The word "canvas" may appear in some lines of the data; copy every such line.

Dataset records:
========================
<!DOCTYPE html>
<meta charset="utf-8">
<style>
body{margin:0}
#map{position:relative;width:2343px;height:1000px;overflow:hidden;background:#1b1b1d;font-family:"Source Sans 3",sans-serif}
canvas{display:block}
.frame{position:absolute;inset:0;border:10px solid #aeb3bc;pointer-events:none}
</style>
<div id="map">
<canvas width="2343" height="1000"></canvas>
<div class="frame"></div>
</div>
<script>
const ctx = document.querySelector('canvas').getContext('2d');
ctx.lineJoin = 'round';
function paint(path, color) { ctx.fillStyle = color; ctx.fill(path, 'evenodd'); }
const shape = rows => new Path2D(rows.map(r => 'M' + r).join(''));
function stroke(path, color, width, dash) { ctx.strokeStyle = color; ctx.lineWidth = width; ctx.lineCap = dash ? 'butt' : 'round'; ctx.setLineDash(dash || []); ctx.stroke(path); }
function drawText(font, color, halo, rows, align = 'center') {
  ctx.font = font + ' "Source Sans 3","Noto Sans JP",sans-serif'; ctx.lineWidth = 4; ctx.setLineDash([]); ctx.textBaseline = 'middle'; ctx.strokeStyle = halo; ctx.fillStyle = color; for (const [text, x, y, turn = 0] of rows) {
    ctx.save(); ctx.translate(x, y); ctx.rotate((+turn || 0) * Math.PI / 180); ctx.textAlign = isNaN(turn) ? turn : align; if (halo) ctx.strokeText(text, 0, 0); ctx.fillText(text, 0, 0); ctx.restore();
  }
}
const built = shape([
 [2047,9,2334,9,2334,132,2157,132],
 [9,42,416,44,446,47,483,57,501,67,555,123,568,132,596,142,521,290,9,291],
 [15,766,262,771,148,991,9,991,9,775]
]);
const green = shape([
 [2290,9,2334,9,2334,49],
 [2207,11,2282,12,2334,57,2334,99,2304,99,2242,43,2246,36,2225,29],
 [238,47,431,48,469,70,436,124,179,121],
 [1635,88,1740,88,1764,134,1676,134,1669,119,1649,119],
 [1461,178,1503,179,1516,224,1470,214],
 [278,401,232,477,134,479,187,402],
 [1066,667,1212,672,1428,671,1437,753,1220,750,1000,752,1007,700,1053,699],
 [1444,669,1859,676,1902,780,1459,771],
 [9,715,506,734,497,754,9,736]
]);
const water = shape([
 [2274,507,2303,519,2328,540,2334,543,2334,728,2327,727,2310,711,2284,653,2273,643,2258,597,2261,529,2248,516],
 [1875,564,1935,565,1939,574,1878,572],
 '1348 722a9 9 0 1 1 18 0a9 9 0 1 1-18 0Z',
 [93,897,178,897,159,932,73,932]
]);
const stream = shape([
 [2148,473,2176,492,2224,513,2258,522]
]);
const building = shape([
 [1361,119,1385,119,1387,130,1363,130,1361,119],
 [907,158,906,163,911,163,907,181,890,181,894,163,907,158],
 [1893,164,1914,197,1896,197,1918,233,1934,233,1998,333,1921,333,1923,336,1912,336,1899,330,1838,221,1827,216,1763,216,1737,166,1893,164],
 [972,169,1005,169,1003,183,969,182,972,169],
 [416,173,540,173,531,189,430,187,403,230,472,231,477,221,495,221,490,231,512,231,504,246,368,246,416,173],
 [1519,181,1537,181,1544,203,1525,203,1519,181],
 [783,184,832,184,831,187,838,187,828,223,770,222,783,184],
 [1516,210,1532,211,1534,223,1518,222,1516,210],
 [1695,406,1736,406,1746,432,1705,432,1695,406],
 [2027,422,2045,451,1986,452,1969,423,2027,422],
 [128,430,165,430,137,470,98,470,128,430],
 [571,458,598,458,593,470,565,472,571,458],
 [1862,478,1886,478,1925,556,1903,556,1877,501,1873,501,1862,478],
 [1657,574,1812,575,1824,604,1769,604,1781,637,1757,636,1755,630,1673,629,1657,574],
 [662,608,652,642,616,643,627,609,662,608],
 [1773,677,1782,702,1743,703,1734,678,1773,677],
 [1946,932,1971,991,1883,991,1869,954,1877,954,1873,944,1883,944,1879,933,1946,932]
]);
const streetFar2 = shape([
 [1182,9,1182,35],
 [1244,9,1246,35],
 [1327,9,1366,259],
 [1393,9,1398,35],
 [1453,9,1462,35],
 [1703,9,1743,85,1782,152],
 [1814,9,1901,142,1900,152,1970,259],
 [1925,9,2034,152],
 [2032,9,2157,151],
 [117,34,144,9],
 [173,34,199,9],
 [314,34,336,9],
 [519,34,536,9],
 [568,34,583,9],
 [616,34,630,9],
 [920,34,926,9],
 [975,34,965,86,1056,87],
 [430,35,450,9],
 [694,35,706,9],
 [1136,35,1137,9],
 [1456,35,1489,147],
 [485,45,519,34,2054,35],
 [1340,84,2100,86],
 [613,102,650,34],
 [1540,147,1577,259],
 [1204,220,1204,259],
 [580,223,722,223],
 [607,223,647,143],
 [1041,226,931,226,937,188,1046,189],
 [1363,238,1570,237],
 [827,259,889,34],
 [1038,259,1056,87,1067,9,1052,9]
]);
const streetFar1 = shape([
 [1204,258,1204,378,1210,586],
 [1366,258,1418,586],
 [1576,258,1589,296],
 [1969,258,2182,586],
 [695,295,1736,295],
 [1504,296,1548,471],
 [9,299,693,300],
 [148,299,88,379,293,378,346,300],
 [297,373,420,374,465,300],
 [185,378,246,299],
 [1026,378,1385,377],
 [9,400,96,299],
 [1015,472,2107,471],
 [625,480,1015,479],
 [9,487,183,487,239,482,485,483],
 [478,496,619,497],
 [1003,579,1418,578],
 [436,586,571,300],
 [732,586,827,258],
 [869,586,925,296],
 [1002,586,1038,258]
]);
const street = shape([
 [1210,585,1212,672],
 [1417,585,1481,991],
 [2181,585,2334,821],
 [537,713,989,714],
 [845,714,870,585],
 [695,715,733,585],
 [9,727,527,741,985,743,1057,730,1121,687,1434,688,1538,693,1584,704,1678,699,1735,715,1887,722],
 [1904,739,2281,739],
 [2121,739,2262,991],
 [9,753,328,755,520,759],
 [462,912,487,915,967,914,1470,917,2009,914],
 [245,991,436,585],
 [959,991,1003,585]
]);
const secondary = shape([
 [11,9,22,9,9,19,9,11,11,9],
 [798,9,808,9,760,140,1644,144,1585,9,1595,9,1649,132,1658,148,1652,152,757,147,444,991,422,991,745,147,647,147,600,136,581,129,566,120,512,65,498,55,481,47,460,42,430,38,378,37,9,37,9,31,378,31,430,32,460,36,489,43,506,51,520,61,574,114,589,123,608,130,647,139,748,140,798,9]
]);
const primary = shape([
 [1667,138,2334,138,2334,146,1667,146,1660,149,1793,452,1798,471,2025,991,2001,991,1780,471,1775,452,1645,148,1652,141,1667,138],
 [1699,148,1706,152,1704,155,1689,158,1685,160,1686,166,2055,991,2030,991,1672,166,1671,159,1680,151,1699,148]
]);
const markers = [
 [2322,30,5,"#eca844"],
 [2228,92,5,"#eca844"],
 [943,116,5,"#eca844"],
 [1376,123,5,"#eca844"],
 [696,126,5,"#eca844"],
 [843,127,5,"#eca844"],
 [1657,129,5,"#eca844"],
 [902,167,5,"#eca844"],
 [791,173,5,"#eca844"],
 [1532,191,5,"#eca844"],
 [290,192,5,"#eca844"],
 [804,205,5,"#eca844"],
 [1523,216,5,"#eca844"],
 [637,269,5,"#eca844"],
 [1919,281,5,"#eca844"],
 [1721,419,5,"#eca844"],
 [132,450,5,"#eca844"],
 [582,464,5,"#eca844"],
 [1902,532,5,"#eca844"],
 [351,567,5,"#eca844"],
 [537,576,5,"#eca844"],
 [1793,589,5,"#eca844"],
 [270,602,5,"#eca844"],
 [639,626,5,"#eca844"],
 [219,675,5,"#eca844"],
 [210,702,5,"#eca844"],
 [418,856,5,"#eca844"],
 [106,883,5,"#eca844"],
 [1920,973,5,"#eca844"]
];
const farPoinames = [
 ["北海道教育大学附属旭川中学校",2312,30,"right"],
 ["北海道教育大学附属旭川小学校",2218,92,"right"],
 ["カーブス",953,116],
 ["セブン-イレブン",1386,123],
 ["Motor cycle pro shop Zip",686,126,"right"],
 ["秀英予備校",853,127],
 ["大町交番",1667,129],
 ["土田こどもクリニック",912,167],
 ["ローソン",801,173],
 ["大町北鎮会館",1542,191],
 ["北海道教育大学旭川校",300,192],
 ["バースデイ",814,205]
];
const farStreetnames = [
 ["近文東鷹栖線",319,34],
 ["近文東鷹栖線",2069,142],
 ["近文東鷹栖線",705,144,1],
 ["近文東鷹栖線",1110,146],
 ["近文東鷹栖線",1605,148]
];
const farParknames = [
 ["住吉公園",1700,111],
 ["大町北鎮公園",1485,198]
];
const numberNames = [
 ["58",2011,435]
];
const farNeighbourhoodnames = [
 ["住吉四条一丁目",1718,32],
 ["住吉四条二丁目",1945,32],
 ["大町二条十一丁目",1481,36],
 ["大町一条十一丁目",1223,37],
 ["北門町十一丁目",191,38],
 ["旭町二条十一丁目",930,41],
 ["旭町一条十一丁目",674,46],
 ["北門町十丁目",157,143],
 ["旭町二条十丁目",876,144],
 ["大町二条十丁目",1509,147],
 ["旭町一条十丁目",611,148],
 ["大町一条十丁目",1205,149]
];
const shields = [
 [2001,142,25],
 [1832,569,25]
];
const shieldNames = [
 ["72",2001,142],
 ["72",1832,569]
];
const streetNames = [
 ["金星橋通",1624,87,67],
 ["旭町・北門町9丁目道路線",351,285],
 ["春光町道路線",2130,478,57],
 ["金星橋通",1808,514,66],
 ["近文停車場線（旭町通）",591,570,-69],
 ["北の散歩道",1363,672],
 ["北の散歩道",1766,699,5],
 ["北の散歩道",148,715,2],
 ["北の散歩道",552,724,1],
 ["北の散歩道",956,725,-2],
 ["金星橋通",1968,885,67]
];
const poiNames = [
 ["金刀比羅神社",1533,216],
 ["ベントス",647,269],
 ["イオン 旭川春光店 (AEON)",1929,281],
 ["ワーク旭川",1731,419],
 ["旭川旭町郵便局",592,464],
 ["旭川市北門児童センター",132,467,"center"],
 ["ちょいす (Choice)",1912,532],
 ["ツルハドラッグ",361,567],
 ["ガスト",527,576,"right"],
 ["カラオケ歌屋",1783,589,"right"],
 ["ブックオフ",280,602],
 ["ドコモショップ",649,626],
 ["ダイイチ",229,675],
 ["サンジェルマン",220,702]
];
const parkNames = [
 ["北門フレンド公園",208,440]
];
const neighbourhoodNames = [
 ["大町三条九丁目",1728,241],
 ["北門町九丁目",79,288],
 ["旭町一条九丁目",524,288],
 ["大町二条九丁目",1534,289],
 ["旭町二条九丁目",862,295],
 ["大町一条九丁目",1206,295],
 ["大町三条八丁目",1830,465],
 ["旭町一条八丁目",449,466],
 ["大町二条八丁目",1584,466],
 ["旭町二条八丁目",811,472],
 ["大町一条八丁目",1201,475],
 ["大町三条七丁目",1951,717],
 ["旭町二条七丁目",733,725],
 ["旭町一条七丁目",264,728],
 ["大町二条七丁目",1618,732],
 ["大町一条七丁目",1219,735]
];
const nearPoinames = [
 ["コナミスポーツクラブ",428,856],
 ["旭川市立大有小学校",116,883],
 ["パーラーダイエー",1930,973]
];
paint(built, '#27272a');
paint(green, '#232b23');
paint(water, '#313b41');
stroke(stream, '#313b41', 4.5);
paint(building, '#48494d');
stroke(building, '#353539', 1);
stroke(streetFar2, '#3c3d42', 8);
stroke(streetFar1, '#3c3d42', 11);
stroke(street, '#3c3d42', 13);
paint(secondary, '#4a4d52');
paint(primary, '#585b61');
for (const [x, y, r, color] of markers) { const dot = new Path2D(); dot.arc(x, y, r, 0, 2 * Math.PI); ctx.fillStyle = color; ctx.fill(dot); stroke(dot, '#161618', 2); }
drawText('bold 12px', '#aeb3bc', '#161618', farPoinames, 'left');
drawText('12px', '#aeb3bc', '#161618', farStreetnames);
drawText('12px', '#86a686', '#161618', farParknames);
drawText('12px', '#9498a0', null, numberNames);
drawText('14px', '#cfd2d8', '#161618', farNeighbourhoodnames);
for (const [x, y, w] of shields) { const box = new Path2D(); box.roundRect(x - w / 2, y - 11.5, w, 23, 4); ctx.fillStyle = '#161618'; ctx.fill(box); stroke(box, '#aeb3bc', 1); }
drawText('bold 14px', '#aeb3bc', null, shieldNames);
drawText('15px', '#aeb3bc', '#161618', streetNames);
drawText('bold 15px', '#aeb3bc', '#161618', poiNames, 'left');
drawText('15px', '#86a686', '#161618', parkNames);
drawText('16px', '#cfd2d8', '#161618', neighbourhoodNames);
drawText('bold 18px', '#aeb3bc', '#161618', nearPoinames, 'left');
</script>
========================
Result:
canvas{display:block}
<canvas width="2343" height="1000"></canvas>
const ctx = document.querySelector('canvas').getContext('2d');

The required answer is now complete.